(Dataset entries)
+++
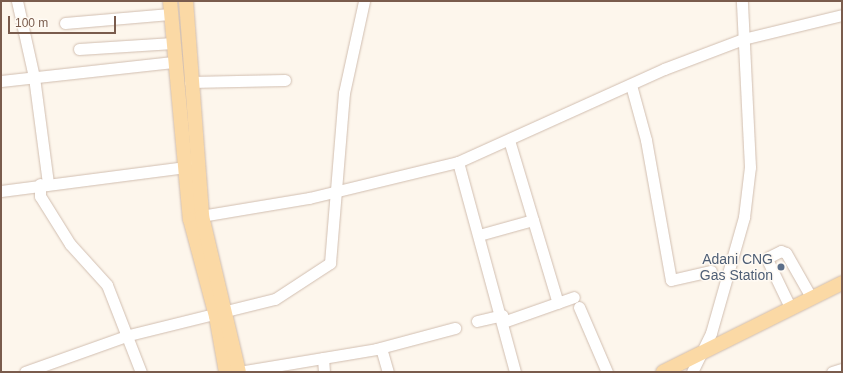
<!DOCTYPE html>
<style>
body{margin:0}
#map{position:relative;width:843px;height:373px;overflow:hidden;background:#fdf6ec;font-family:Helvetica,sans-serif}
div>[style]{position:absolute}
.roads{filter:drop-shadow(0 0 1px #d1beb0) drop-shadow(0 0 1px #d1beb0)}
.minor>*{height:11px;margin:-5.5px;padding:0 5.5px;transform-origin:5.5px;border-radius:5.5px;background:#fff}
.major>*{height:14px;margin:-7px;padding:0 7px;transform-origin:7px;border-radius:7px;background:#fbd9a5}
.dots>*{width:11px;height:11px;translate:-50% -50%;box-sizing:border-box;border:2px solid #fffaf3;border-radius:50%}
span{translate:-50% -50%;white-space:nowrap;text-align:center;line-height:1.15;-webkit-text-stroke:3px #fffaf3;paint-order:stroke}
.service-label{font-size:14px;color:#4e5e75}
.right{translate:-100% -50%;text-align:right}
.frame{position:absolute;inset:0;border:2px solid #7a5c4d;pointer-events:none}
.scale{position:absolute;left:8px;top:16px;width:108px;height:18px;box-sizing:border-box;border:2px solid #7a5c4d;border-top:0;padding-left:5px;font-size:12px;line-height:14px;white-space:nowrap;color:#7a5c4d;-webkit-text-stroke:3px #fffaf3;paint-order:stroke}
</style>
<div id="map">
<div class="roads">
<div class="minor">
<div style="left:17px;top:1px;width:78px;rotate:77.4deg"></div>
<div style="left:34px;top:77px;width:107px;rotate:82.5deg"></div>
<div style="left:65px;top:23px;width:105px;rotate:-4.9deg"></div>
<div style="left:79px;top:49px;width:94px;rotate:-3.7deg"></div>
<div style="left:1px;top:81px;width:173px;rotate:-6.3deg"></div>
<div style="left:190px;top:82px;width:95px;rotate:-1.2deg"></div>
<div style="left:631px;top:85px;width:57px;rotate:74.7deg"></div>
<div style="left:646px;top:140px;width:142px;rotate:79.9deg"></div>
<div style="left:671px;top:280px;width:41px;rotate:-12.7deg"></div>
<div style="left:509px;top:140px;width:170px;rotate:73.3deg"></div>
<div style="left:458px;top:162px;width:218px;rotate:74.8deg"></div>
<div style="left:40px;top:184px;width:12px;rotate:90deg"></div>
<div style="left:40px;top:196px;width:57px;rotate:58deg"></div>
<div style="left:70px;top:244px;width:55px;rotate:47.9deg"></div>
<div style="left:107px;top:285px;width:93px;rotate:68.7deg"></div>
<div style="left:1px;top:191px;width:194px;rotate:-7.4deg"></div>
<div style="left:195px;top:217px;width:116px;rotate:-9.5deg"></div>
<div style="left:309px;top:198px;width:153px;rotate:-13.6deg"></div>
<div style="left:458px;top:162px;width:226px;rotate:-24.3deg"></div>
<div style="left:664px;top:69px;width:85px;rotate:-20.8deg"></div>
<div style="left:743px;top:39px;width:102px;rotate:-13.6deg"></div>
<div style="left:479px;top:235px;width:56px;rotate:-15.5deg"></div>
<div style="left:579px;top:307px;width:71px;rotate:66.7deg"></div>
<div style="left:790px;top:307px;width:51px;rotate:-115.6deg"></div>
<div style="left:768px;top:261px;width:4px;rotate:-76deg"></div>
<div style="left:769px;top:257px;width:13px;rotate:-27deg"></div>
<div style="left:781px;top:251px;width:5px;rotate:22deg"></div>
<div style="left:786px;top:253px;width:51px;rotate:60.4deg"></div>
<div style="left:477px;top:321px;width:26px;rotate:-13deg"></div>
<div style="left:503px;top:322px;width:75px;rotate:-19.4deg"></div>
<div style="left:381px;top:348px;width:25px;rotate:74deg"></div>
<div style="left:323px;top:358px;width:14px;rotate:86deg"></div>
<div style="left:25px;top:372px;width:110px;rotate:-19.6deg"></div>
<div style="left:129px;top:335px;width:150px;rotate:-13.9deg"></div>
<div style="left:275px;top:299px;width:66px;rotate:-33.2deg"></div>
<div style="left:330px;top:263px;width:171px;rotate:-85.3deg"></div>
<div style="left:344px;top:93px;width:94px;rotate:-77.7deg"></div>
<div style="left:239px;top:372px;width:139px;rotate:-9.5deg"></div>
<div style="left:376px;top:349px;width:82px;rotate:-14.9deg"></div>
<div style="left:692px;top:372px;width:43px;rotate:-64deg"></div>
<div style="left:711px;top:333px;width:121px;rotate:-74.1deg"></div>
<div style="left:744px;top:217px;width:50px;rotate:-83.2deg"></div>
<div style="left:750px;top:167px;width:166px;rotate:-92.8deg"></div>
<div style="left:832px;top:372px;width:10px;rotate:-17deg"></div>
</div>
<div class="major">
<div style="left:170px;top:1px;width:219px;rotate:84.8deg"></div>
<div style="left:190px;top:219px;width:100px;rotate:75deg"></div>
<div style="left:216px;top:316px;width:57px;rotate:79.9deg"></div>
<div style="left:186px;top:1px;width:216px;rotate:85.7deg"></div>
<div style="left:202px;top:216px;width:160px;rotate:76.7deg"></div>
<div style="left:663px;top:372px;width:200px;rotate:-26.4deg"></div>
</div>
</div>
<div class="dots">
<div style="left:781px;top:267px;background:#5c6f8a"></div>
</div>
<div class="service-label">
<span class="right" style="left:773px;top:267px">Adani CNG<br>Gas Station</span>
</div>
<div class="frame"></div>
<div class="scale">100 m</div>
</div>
+++
(Work instruction)
Pictures are to be left out, and the lines from the beginning of the records through the line with "1px #d1beb0) drop-shadow(0" are to be printed exactly, with nothing added.

(Result for this task)
<!DOCTYPE html>
<style>
body{margin:0}
#map{position:relative;width:843px;height:373px;overflow:hidden;background:#fdf6ec;font-family:Helvetica,sans-serif}
div>[style]{position:absolute}
.roads{filter:drop-shadow(0 0 1px #d1beb0) drop-shadow(0 0 1px #d1beb0)}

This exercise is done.